Hello, everyone. Once again I'm looking for help to optimize an algorithm using the C6000 Assembly Language of the TMS320C6670 I'm developing on.
My goal is to make a sinewave generator to operate at the highest speed possible, based on an unstable FIR filter as explained in the SPRA708 Application note (http://www.ee.ic.ac.uk/pcheung/teaching/ee3_Study_Project/Sinewave%20generation%28708%29.pdf).
The C function has a declaration like this:
void singen_asm(int32_t* output, int32_t* seed, int32_t* coef, int32_t np);
Where output is the signal buffer, seed are the initial values of the filter output, coef the filter coefficients and np the number of points to be calculated.
The operation performed in every iteration, with a fix point shifting of q1 = 29 and q2 = 59, is:
y[i] = A1*y[i-1] >> q1 + A2*y[i-1] >> q2 - y[n-2]

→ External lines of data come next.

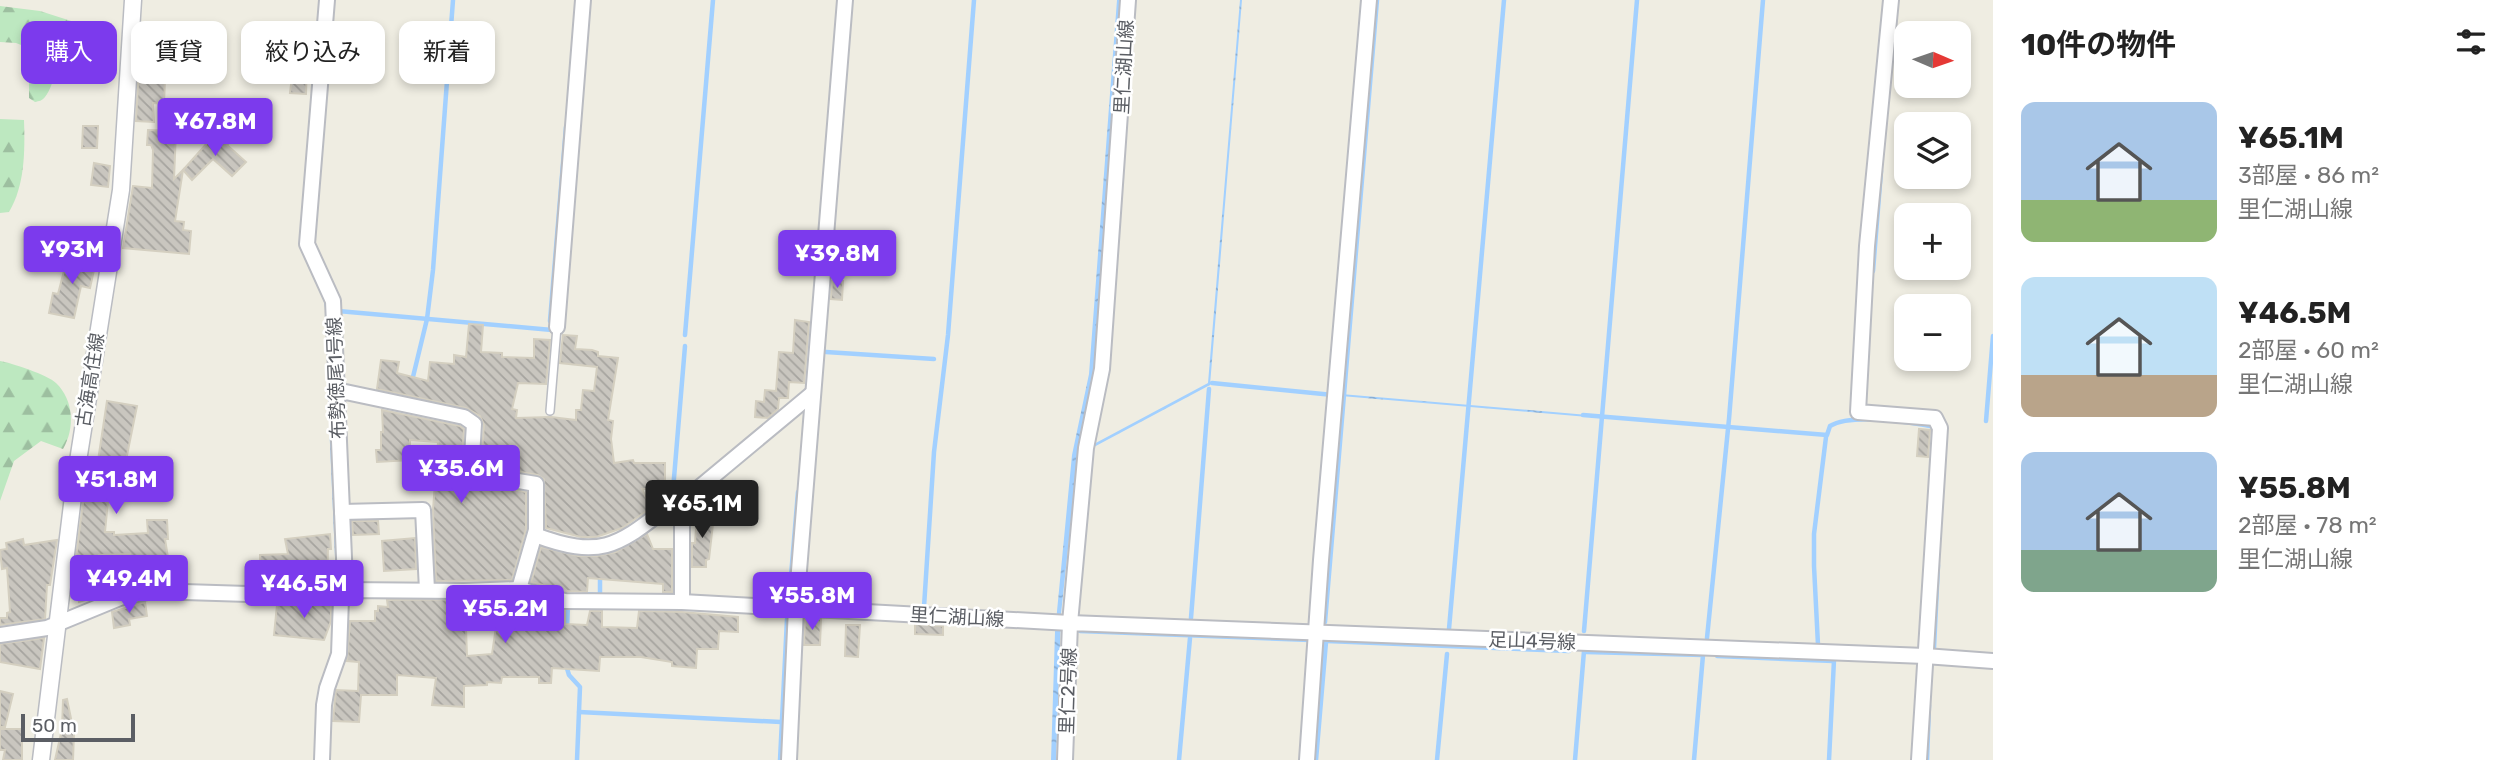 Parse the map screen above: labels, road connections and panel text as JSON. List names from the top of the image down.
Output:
{
  "streets": {
    "street": [
      "里仁湖山線",
      "布勢徳尾1号線",
      "古海高住線",
      "足山4号線",
      "里仁2号線"
    ]
  },
  "crossings": [
    ["里仁湖山線", "布勢徳尾1号線"],
    ["里仁湖山線", "古海高住線"],
    ["里仁湖山線", "足山4号線"],
    ["里仁湖山線", "里仁2号線"],
    ["足山4号線", "里仁2号線"]
  ],
  "scale_bar": "50 m",
  "north": "right",
  "page": {
    "heading": "10件の物件",
    "map_buttons": ["+", "−"],
    "chip": [
      "購入",
      "賃貸",
      "絞り込み",
      "新着"
    ],
    "list": [
      {
        "name": "¥65.1M",
        "note": "3部屋 · 86 m² · 里仁湖山線"
      },
      {
        "name": "¥46.5M",
        "note": "2部屋 · 60 m² · 里仁湖山線"
      },
      {
        "name": "¥55.8M",
        "note": "2部屋 · 78 m² · 里仁湖山線"
      }
    ],
    "price": [
      "¥67.8M",
      "¥93M",
      "¥39.8M",
      "¥35.6M",
      "¥51.8M",
      "¥65.1M",
      "¥49.4M",
      "¥46.5M",
      "¥55.8M",
      "¥55.2M"
    ],
    "scale": "50 m"
  }
}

Then, the sinewave output has a precision of 30 bits (without including the sign) instead of 31 to avoid an overflow in the y accumulation.
I implemented a C version of the algorithm and an Assembly one, as follows:
;; Function prototype
;; void singen_asm(int32_t* output, int32_t* seed, int32_t* acoef, int32_t np);
.global singen_asm
.sect ".text:appFastCode"
.map output/A4, seed/B4, acoef/A6, np/B6
.map np_cnt/A2
.map acoef1/A24, acoef2/B24, acuma/A28, acumb/B28, acumah2/A27, acumah1/A26, acumbh2/B27, acumbh1/B26, ycuma2/A31, ycuma1/A30, aux1/A16
; C/C++ interface params.
.map rtnptr/B3, stkptr/B15
.asmfunc
singen_asm:
;Disable interrupts.
DINT
|| SUB np, 01, np_cnt
; Load the seed from memory as a double word.
|| LDDW .D2 *seed, acumbh2:acumbh1
; Load the first possition of acoef.
|| LDW .D1 *acoef++, acoef1
; Load the second possition of acoef.
LDW .D1 *acoef, acoef2
NOP 4
; Initialize the acummulators acuma and acumbInicializa los acumuladores acuma y acumb with seed[0] (from acumbh1).
MV acumbh1, ycuma1
|| MV acumbh1, acumb
MV acumbh2, ycuma2
|| MV ycuma1, acuma
singen_main_loop:
; Multiply acuma and acumb by the coeficients acoef1 and acoef2.
MPY32 .M1 acoef1, acuma, acumah2:acumah1
|| MPY32 .M2 acoef2, acumb, acumbh2:acumbh1
NOP 3
; Shift the product result.
SHRU .S1 acumah1, 29, acumah1
|| SHR .S2 acumbh2, 27, acumbh1
; Branch if np_cnt is 0 (last data was calculated) and reduce the counter.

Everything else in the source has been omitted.